I drove by a crop of plants near a creek. The earth was mounded in rows, bordered by tall cedars. Dusk had brought shadows, making it hard to see, but I felt more than a bad case of nerves. I sensed the draw from a world not my own, like when I stepped foot into a graveyard. Spirits of the dead who cross my path leave their mark. Sometimes I hear or feel the dark breeze from the other side, a sign they’ve crossed a portal between their world and mine. And when I feel their presence, my skin tingles and my senses go on hyperalert like I had just downed mass quantities of Red Bull.
That’s what I felt now. I didn’t have to see the dead to know they hung out with Joe Sunne.
When I rounded the last turn, I came to a small wood-framed house with a tin roof. It looked dark and ominous with the dying sun behind it. Spears of bright orange filtered through the dense trees and made it hard to see details in the deepening shadows.
An open garage to the right sheltered an old blue truck with the hood up. When I spotted greasy rags and tools nearby, I figured someone had been working on the engine. Clay pots, plastic jugs and rusted metal buckets littered the front of the house. They hung off the walls and were piled near a wooden rain barrel like they were worth something. And tons of glass jars were stacked under the overhang, but they weren’t empty. Someone had a thing for collecting roots, tree bark, leaves and other weird stuff I didn’t want to know about. Real Voodoo Hoodoo.
Stray cats darted into the scrub brush as I drove closer. I was already on edge, but when I almost hit one of them, I skidded to a stop. I sat gripping the wheel, reconsidering what I would do next when I saw something familiar. Joe Sunne had a medicine wheel. An elaborate pattern of stones, shaped into a large wheel, was positioned on the ground near the front of his house. White Bird had a smaller, less-complicated version near his shelter in the woods and he’d told me about it.

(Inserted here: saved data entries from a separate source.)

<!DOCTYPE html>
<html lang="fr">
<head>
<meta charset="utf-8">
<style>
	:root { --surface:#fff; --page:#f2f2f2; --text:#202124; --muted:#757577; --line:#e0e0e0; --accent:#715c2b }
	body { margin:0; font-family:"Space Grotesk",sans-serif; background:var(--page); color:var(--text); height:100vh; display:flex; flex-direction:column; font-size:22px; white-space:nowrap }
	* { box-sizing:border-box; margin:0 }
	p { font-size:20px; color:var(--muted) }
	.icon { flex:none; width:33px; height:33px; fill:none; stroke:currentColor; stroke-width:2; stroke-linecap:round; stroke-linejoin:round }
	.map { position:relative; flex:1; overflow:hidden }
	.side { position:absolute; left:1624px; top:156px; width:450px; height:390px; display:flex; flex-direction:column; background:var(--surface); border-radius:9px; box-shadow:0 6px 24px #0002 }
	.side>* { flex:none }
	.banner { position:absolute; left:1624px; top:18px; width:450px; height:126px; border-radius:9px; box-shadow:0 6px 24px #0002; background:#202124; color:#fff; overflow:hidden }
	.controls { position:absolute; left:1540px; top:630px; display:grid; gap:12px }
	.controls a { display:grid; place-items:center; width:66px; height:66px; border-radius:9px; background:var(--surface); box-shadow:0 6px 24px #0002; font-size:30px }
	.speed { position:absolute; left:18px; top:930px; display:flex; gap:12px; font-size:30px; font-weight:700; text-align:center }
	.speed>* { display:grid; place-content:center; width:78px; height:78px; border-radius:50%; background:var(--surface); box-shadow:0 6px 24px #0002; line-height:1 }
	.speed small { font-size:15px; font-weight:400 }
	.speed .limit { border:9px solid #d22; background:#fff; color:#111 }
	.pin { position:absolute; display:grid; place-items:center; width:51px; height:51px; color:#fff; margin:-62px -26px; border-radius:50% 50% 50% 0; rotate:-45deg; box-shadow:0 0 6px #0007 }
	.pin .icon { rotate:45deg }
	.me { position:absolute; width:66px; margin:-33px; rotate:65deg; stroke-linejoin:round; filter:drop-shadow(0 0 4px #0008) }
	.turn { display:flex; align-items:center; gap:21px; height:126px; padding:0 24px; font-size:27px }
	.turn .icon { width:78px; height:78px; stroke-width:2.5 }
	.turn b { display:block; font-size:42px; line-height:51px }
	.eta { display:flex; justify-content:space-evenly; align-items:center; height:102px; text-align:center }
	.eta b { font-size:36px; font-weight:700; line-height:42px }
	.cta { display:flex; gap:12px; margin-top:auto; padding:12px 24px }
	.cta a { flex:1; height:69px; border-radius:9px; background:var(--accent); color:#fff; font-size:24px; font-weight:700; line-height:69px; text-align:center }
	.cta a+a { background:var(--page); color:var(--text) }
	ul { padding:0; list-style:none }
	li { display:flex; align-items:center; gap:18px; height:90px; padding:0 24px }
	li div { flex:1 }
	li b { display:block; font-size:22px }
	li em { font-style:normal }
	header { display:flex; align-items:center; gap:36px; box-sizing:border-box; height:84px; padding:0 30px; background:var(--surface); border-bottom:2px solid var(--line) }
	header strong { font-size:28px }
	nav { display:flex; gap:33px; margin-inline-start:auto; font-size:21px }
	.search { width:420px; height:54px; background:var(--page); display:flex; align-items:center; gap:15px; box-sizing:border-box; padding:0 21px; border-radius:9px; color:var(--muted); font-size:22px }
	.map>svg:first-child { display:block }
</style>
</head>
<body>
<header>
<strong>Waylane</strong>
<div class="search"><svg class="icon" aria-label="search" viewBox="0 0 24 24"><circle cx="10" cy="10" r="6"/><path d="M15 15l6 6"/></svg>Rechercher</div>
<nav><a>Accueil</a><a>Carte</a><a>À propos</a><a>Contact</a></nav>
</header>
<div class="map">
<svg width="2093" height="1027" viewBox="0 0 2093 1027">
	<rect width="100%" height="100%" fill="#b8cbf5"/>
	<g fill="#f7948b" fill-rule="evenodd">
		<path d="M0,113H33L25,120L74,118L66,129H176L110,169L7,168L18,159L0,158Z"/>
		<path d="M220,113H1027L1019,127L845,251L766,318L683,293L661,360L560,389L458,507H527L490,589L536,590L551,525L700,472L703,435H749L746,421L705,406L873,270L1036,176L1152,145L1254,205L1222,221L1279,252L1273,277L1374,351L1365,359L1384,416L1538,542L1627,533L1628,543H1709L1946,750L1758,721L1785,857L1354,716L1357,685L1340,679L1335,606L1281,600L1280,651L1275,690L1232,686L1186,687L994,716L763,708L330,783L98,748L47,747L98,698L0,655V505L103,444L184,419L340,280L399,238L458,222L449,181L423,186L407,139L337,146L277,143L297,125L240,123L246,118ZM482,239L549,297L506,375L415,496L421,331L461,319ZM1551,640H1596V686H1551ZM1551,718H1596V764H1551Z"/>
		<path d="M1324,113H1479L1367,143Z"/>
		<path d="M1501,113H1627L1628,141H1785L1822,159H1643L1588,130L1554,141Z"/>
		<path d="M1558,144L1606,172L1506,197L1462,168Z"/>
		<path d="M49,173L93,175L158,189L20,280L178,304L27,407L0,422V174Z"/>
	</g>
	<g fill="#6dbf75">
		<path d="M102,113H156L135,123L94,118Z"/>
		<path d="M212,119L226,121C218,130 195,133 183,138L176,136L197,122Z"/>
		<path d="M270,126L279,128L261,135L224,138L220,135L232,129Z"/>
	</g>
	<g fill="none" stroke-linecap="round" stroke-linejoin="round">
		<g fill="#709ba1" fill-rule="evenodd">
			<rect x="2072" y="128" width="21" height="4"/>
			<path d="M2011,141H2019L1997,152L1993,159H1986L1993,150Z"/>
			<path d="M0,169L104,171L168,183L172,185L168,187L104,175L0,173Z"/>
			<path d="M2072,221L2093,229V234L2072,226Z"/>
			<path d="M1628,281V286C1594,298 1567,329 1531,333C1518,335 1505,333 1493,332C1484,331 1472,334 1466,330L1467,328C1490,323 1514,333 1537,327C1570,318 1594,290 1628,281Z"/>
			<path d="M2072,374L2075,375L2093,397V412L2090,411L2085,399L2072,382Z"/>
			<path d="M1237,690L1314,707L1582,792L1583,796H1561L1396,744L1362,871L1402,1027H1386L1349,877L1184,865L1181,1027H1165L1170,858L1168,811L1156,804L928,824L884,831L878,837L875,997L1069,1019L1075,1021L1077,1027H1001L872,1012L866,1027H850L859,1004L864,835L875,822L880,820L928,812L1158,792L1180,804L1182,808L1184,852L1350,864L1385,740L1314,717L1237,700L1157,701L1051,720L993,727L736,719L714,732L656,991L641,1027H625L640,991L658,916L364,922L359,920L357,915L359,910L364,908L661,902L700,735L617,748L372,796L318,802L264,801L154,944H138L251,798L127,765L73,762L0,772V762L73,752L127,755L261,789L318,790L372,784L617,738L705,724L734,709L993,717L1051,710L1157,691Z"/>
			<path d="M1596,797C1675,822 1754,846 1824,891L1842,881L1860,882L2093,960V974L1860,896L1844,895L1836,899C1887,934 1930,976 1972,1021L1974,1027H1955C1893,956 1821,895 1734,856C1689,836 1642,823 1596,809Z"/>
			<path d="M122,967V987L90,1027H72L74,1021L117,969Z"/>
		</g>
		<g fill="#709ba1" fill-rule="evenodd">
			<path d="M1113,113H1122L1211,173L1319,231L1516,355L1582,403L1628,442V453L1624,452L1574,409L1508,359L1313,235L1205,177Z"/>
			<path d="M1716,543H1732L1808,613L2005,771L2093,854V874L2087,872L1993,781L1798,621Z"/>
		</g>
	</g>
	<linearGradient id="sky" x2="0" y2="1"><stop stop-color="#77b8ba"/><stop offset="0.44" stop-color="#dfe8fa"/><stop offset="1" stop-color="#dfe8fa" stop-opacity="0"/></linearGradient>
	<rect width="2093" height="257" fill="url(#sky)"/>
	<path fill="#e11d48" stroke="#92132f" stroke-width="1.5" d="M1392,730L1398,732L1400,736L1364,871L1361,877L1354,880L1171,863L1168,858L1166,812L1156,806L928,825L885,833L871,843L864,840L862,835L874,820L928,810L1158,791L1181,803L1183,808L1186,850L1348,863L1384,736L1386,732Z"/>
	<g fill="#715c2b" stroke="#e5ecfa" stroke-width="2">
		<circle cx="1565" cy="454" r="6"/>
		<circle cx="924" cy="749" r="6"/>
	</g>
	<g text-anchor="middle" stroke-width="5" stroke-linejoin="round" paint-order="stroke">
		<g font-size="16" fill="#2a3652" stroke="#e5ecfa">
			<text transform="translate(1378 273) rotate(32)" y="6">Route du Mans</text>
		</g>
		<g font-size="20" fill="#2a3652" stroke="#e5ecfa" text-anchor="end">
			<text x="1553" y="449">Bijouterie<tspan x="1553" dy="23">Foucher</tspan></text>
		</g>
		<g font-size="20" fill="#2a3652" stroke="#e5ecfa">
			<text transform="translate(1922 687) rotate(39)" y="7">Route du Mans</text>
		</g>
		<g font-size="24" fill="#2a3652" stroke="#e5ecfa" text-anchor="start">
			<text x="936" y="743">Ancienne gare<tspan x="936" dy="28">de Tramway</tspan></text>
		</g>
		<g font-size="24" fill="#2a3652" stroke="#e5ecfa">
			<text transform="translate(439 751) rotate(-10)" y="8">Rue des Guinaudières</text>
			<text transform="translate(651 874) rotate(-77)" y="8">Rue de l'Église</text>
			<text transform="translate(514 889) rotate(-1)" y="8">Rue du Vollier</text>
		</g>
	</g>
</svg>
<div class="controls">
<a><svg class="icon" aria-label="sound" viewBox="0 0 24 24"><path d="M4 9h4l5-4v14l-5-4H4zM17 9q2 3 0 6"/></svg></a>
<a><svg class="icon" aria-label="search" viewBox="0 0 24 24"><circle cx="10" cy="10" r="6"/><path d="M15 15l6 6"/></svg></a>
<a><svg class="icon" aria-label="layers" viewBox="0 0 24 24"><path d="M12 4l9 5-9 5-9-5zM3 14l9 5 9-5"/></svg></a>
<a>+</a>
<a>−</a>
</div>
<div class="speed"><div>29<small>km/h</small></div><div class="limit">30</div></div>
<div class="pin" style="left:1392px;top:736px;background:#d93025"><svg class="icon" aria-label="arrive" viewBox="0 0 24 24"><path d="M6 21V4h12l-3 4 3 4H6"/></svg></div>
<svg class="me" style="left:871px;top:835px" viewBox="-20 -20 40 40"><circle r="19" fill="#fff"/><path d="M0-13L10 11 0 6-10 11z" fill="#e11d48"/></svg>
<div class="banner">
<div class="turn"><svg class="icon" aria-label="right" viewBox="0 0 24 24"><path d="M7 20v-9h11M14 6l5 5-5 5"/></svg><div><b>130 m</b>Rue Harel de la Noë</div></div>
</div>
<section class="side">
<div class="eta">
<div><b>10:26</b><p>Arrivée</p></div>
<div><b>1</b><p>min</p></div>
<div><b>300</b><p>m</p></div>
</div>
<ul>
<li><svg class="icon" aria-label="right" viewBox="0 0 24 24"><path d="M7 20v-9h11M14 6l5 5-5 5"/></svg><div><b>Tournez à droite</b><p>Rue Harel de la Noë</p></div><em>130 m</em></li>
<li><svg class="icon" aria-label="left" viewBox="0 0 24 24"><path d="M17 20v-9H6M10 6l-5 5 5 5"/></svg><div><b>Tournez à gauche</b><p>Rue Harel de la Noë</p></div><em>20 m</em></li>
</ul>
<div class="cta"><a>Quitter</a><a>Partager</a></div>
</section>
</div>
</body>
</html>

Feeling a connection to White Bird, I got out of the car to get a better look at the medicine wheel. That’s why I missed him. When I looked toward the house, I gasped. A man sat stone still—staring at me.
Dressed in jeans and a black T-shirt with a worn cowboy hat on his head, he sat on a cluttered front porch. He was tilted back on a wooden chair with his dusty boots on a railing. And he glared at me without flinching. He reminded me of a cougar eyeing prey on the National Geographic channel.
He watched me with keen eyes that looked black as coal. His long hair was worn loose and had gray streaks in it. And I was close enough to see age lines cut deep into the dark skin of his face, but something more bothered me about the man.
I swear to God, Joe “Spirit Walker” Sunne—Shaman to the Euchee tribe—looked like he’d been expecting me.